PDF(Pubmed)
Abstract:
Anaplastic lymphoma kinase gene (ALK) rearrangement is present in only approximately 5% of non-small cell lung cancers (NSCLCs) and is scarce in LCNEC patients. The conventional first-line treatment options are chemotherapy combined with immunotherapy or chemotherapy followed by palliative radiotherapy. In this report, we present two cases of metastatic LCNEC with EML4-ALK fusion that were treated with ALK-TKI inhibitors and demonstrated a rapid therapeutic response.

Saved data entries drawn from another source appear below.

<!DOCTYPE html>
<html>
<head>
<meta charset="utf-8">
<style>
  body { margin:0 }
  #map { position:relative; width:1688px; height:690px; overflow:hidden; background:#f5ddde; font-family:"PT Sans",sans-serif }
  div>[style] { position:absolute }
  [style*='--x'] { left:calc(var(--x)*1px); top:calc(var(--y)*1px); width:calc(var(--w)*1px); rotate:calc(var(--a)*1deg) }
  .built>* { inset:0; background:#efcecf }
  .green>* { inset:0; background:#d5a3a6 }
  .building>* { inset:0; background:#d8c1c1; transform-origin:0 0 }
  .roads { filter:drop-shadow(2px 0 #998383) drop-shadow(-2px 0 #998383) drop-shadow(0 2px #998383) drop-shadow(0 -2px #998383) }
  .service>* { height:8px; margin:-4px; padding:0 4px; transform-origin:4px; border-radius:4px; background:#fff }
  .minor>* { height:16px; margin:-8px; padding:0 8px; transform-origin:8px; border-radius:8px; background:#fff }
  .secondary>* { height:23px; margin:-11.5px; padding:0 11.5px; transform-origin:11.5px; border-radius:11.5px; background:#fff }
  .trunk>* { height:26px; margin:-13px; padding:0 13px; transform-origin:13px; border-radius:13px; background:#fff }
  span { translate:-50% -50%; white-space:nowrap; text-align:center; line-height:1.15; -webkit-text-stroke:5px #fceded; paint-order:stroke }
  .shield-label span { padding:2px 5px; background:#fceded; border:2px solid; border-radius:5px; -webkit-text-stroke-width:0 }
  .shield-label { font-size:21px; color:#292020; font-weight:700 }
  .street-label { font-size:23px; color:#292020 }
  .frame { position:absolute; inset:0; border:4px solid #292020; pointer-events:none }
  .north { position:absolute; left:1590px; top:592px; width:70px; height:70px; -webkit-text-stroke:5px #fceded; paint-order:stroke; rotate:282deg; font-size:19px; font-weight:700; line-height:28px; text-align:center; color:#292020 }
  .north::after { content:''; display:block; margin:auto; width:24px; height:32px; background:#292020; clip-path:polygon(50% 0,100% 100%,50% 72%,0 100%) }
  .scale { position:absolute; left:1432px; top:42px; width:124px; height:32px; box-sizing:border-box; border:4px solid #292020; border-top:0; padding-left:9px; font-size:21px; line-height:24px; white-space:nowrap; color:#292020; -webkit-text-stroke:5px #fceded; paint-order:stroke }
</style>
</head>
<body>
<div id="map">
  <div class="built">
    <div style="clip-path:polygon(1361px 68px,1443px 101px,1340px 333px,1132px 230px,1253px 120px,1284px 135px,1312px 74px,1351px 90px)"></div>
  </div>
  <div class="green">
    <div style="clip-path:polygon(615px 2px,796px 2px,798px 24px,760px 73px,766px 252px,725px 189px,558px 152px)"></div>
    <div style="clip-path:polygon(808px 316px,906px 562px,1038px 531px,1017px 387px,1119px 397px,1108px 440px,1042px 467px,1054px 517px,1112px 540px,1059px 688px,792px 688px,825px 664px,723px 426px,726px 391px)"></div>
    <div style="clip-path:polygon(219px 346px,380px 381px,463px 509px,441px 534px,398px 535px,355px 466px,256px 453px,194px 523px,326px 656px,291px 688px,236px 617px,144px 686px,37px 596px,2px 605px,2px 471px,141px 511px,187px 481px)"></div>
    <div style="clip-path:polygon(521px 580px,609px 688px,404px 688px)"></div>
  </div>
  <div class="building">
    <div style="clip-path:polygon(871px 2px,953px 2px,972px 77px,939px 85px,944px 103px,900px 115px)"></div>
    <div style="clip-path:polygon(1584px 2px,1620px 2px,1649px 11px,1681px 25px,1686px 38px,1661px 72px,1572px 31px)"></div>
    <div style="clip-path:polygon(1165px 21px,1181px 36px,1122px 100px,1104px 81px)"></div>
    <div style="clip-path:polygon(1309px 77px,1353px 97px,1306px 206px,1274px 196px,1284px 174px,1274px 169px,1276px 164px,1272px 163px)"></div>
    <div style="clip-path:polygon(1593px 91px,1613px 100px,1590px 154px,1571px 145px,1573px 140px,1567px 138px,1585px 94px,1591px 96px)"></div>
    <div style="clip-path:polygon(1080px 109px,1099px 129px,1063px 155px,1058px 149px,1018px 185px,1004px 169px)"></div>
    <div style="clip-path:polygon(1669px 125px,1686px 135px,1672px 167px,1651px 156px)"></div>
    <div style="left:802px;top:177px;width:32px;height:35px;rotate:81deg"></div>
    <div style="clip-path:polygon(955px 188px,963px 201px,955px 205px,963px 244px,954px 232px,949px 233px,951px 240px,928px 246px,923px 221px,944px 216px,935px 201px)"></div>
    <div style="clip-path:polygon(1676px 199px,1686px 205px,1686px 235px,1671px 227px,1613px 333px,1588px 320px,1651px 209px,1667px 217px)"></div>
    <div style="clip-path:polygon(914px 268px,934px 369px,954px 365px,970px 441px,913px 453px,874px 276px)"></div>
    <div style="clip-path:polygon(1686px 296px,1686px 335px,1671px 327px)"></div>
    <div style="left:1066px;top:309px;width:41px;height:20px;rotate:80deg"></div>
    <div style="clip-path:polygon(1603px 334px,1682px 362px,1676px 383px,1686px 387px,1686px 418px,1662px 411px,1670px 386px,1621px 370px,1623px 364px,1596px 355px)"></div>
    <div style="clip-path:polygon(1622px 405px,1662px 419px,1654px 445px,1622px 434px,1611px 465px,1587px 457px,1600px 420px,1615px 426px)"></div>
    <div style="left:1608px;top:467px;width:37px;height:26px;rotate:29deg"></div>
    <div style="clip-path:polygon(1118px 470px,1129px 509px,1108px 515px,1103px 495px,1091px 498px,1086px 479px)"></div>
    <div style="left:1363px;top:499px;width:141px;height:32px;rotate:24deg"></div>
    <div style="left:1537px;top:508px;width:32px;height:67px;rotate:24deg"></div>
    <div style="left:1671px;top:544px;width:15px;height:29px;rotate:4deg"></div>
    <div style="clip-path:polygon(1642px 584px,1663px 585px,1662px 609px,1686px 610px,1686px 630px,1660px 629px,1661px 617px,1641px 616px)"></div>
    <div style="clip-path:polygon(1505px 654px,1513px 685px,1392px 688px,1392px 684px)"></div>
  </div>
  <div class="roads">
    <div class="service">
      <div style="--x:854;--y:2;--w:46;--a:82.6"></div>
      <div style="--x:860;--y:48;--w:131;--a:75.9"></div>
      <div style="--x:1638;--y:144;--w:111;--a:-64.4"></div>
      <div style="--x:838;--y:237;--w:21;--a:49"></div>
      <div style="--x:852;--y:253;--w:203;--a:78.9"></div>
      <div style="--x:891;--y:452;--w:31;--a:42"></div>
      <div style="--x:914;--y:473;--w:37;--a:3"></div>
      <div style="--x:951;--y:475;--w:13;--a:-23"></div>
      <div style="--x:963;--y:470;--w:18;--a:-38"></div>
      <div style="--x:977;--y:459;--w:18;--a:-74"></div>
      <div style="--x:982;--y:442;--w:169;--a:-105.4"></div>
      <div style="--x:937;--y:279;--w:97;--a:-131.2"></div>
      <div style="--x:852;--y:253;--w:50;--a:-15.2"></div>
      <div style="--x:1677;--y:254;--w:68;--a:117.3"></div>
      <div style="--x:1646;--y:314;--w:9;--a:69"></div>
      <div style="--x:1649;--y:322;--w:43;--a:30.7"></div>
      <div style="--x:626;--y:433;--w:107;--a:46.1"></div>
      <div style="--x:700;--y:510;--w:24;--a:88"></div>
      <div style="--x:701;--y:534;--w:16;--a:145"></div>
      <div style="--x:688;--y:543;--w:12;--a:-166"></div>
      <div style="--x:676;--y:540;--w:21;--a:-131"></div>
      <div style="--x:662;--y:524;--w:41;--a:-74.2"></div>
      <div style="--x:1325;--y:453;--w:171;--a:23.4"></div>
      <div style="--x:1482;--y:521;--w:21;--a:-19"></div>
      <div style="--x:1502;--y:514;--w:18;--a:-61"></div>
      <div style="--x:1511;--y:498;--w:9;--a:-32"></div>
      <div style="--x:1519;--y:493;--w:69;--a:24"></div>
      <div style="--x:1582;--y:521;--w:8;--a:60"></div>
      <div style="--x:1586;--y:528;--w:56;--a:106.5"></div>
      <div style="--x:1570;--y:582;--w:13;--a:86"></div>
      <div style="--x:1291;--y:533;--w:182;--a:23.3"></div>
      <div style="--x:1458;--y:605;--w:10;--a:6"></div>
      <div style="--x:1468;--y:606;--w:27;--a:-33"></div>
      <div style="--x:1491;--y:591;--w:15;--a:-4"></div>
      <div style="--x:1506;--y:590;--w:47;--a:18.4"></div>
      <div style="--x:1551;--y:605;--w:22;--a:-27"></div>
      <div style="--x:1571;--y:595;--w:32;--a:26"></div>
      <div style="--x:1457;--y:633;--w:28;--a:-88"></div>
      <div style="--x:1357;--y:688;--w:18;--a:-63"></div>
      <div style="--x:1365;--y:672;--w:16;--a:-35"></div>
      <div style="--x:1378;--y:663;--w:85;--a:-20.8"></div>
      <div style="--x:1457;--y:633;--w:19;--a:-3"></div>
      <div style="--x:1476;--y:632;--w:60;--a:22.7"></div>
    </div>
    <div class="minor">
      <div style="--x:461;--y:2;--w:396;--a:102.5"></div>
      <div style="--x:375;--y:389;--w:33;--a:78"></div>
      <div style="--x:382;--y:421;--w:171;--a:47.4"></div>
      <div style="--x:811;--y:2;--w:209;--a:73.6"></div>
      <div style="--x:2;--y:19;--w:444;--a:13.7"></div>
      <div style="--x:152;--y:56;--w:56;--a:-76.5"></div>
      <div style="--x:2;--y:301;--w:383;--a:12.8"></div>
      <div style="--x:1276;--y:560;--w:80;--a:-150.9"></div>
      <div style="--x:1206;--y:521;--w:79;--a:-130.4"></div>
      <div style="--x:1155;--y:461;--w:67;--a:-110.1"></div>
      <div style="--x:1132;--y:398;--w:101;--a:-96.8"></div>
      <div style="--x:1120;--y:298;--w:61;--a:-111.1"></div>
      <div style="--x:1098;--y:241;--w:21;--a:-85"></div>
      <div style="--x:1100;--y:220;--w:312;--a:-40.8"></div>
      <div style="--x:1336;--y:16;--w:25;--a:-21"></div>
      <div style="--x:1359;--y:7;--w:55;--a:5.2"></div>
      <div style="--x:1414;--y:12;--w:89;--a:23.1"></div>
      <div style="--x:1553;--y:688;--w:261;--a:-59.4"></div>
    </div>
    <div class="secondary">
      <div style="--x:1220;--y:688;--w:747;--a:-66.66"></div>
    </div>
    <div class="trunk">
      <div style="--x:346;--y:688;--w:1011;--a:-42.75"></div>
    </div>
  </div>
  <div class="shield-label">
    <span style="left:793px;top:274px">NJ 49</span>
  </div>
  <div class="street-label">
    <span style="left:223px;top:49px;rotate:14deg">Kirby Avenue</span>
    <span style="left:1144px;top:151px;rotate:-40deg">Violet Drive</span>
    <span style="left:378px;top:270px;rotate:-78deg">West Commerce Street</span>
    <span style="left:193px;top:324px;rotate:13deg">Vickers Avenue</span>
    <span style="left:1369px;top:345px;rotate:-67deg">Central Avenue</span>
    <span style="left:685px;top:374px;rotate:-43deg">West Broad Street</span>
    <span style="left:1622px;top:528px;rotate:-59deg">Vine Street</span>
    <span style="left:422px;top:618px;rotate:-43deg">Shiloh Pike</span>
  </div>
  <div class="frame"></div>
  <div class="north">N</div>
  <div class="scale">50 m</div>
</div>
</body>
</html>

Both patients were nonsmoking women who declined cytotoxic chemotherapy, underwent Next-Generation Sequencing (NGS), and confirmed EML4-ALK fusion. They were treated with alectinib as first-line therapy, and the tumors showed significant shrinkage after two months, achieving a PR (defined as a more than 30% decrease in the sum of maximal dimensions). The PFS was 22 months and 32 months, respectively, until the last follow-up. A systematic review of all previously reported cases of LCNEC with ALK mutations identified only 21 cases. These cases were characterized by being female (71.4%), nonsmoking (85.7%), diagnosed at a relatively young age (median age 51.1), and stage IV (89.5%), with an overall response rate (ORR) of 90.5%. PFS and OS were significantly longer than those treated with conventional chemotherapy/immunotherapy. Based on the clinical characteristics and the effective therapeutic outcomes with ALK inhibitors in LCNEC patients with ALK fusion, we recommend routine ALK IHC (economical, affordable, and convenient, but with higher false positives) as a screening method in advanced LCNEC patients, particularly nonsmoking females or those who are not candidates for or unwilling to undergo cytotoxic chemotherapy. Further molecular profiling is necessary to confirm these potential beneficiaries. We suggest TKI inhibitors as the first-line treatment for metastatic LCNEC with ALK fusion. Additional studies on larger cohorts are required to assess the prevalence of ALK gene fusions and their sensitivity to various ALK inhibitors.
摘要:
间变性淋巴瘤激酶基因(ALK)重排仅存在于约5%的非小细胞肺癌(NSCLC)中,而在LCNEC患者中很少。常规的一线治疗选择是化学疗法联合免疫疗法或化学疗法,然后是姑息性放射疗法。在这份报告中,我们介绍了2例使用ALK-TKI抑制剂治疗的转移性LCNEC伴EML4-ALK融合的病例,并显示出快速的治疗反应.两名患者均为拒绝细胞毒性化疗的非吸烟女性,接受了下一代测序(NGS),并确认EML4-ALK融合。他们用阿莱替尼作为一线治疗,两个月后肿瘤明显缩小,实现PR(定义为最大尺寸总和减少30%以上)。PFS为22个月和32个月,分别,直到最后的后续行动。对所有先前报道的具有ALK突变的LCNEC病例的系统评价仅鉴定了21例。这些病例的特点是女性(71.4%),不吸烟(85.7%),诊断为相对年轻的年龄(中位年龄51.1),和第四阶段(89.5%),总有效率(ORR)为90.5%。PFS和OS明显长于常规化疗/免疫治疗。根据ALK抑制剂治疗LCNEC患者ALK融合的临床特点和疗效,我们建议常规ALKIHC(经济,负担得起的,方便,但假阳性较高)作为晚期LCNEC患者的筛查方法,特别是不吸烟的女性或不适合或不愿意接受细胞毒性化疗的女性。进一步的分子谱分析是必要的,以确认这些潜在的受益者。我们建议TKI抑制剂作为ALK融合转移性LCNEC的一线治疗。需要对更大的队列进行其他研究,以评估ALK基因融合的患病率及其对各种ALK抑制剂的敏感性。